* Exercise material *
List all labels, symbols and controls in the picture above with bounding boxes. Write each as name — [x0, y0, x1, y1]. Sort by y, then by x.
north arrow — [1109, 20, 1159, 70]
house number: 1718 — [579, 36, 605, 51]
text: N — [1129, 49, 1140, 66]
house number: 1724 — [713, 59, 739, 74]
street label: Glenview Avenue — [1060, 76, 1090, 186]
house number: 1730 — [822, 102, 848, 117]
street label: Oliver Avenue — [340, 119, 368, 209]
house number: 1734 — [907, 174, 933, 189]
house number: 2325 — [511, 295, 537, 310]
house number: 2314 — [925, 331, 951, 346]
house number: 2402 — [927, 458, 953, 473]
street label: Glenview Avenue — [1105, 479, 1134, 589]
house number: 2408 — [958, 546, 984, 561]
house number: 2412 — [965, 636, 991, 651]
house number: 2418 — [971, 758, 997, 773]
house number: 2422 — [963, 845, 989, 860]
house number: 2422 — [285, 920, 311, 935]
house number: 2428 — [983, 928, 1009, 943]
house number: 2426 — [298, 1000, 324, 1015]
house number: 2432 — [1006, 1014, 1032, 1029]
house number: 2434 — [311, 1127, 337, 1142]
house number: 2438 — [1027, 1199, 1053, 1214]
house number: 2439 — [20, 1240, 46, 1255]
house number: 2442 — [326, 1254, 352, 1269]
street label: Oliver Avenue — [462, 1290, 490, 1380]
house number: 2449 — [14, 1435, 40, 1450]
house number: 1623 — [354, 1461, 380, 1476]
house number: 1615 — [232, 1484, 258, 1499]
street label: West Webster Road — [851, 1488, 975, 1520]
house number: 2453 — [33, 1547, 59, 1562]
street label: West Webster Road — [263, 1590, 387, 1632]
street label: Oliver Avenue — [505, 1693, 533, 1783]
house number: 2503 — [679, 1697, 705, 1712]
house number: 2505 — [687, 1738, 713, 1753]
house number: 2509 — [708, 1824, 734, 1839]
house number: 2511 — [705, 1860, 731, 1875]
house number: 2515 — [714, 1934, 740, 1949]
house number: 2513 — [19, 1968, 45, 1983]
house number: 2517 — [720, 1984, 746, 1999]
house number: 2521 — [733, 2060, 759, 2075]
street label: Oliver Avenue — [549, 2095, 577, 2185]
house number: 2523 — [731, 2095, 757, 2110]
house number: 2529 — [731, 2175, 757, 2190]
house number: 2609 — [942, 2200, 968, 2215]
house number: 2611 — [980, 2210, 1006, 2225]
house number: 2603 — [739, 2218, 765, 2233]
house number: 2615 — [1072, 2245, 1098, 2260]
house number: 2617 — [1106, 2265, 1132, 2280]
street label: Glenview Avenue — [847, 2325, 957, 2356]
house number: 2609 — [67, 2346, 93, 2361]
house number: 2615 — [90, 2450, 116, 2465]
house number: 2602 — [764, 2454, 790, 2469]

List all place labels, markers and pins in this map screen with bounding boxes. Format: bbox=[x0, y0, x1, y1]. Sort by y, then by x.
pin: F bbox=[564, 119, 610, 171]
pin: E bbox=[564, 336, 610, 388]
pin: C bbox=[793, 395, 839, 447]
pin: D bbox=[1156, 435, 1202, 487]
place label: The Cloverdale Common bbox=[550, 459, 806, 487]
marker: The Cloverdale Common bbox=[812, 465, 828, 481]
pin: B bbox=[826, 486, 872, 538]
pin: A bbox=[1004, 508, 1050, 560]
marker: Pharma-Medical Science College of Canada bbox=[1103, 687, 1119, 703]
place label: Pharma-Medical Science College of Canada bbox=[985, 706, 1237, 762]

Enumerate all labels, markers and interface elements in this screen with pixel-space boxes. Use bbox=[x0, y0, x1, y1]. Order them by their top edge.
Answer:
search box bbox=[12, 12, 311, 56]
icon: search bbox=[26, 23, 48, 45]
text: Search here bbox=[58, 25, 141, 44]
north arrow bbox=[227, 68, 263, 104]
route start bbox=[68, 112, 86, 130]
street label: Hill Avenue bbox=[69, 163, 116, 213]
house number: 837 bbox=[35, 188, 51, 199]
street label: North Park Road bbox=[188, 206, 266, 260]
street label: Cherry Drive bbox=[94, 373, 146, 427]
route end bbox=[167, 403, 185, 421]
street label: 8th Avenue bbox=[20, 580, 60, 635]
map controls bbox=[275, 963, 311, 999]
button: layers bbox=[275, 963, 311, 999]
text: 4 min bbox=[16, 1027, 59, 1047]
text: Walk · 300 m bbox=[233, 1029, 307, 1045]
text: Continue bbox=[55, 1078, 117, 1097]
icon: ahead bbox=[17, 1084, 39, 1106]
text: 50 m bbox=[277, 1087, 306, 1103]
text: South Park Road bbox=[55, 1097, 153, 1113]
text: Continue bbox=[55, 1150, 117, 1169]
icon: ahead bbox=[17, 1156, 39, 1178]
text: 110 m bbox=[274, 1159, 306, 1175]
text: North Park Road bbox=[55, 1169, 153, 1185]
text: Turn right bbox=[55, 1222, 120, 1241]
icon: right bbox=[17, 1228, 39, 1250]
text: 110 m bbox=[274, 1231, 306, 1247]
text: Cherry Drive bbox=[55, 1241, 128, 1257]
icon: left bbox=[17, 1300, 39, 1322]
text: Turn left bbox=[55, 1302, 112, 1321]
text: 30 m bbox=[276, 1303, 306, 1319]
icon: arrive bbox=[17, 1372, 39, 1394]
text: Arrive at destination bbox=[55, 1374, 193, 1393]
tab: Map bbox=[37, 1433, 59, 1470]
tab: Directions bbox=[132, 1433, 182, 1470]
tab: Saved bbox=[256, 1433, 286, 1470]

* What you have to do *
The full listing must come back exactly as given.

* Solution to the problem *
List all labels, symbols and controls in the picture above with bounding boxes. Write each as name — [x0, y0, x1, y1]. Sort by y, then by x.
north arrow — [1109, 20, 1159, 70]
house number: 1718 — [579, 36, 605, 51]
text: N — [1129, 49, 1140, 66]
house number: 1724 — [713, 59, 739, 74]
street label: Glenview Avenue — [1060, 76, 1090, 186]
house number: 1730 — [822, 102, 848, 117]
street label: Oliver Avenue — [340, 119, 368, 209]
house number: 1734 — [907, 174, 933, 189]
house number: 2325 — [511, 295, 537, 310]
house number: 2314 — [925, 331, 951, 346]
house number: 2402 — [927, 458, 953, 473]
street label: Glenview Avenue — [1105, 479, 1134, 589]
house number: 2408 — [958, 546, 984, 561]
house number: 2412 — [965, 636, 991, 651]
house number: 2418 — [971, 758, 997, 773]
house number: 2422 — [963, 845, 989, 860]
house number: 2422 — [285, 920, 311, 935]
house number: 2428 — [983, 928, 1009, 943]
house number: 2426 — [298, 1000, 324, 1015]
house number: 2432 — [1006, 1014, 1032, 1029]
house number: 2434 — [311, 1127, 337, 1142]
house number: 2438 — [1027, 1199, 1053, 1214]
house number: 2439 — [20, 1240, 46, 1255]
house number: 2442 — [326, 1254, 352, 1269]
street label: Oliver Avenue — [462, 1290, 490, 1380]
house number: 2449 — [14, 1435, 40, 1450]
house number: 1623 — [354, 1461, 380, 1476]
house number: 1615 — [232, 1484, 258, 1499]
street label: West Webster Road — [851, 1488, 975, 1520]
house number: 2453 — [33, 1547, 59, 1562]
street label: West Webster Road — [263, 1590, 387, 1632]
street label: Oliver Avenue — [505, 1693, 533, 1783]
house number: 2503 — [679, 1697, 705, 1712]
house number: 2505 — [687, 1738, 713, 1753]
house number: 2509 — [708, 1824, 734, 1839]
house number: 2511 — [705, 1860, 731, 1875]
house number: 2515 — [714, 1934, 740, 1949]
house number: 2513 — [19, 1968, 45, 1983]
house number: 2517 — [720, 1984, 746, 1999]
house number: 2521 — [733, 2060, 759, 2075]
street label: Oliver Avenue — [549, 2095, 577, 2185]
house number: 2523 — [731, 2095, 757, 2110]
house number: 2529 — [731, 2175, 757, 2190]
house number: 2609 — [942, 2200, 968, 2215]
house number: 2611 — [980, 2210, 1006, 2225]
house number: 2603 — [739, 2218, 765, 2233]
house number: 2615 — [1072, 2245, 1098, 2260]
house number: 2617 — [1106, 2265, 1132, 2280]
street label: Glenview Avenue — [847, 2325, 957, 2356]
house number: 2609 — [67, 2346, 93, 2361]
house number: 2615 — [90, 2450, 116, 2465]
house number: 2602 — [764, 2454, 790, 2469]

List all place labels, markers and pins in this map screen with bounding boxes. Format: bbox=[x0, y0, x1, y1]. Sort by y, then by x.
pin: F bbox=[564, 119, 610, 171]
pin: E bbox=[564, 336, 610, 388]
pin: C bbox=[793, 395, 839, 447]
pin: D bbox=[1156, 435, 1202, 487]
place label: The Cloverdale Common bbox=[550, 459, 806, 487]
marker: The Cloverdale Common bbox=[812, 465, 828, 481]
pin: B bbox=[826, 486, 872, 538]
pin: A bbox=[1004, 508, 1050, 560]
marker: Pharma-Medical Science College of Canada bbox=[1103, 687, 1119, 703]
place label: Pharma-Medical Science College of Canada bbox=[985, 706, 1237, 762]

Enumerate all labels, markers and interface elements in this screen with pixel-space boxes. Use bbox=[x0, y0, x1, y1]. Order them by their top edge.
Answer:
search box bbox=[12, 12, 311, 56]
icon: search bbox=[26, 23, 48, 45]
text: Search here bbox=[58, 25, 141, 44]
north arrow bbox=[227, 68, 263, 104]
route start bbox=[68, 112, 86, 130]
street label: Hill Avenue bbox=[69, 163, 116, 213]
house number: 837 bbox=[35, 188, 51, 199]
street label: North Park Road bbox=[188, 206, 266, 260]
street label: Cherry Drive bbox=[94, 373, 146, 427]
route end bbox=[167, 403, 185, 421]
street label: 8th Avenue bbox=[20, 580, 60, 635]
map controls bbox=[275, 963, 311, 999]
button: layers bbox=[275, 963, 311, 999]
text: 4 min bbox=[16, 1027, 59, 1047]
text: Walk · 300 m bbox=[233, 1029, 307, 1045]
text: Continue bbox=[55, 1078, 117, 1097]
icon: ahead bbox=[17, 1084, 39, 1106]
text: 50 m bbox=[277, 1087, 306, 1103]
text: South Park Road bbox=[55, 1097, 153, 1113]
text: Continue bbox=[55, 1150, 117, 1169]
icon: ahead bbox=[17, 1156, 39, 1178]
text: 110 m bbox=[274, 1159, 306, 1175]
text: North Park Road bbox=[55, 1169, 153, 1185]
text: Turn right bbox=[55, 1222, 120, 1241]
icon: right bbox=[17, 1228, 39, 1250]
text: 110 m bbox=[274, 1231, 306, 1247]
text: Cherry Drive bbox=[55, 1241, 128, 1257]
icon: left bbox=[17, 1300, 39, 1322]
text: Turn left bbox=[55, 1302, 112, 1321]
text: 30 m bbox=[276, 1303, 306, 1319]
icon: arrive bbox=[17, 1372, 39, 1394]
text: Arrive at destination bbox=[55, 1374, 193, 1393]
tab: Map bbox=[37, 1433, 59, 1470]
tab: Directions bbox=[132, 1433, 182, 1470]
tab: Saved bbox=[256, 1433, 286, 1470]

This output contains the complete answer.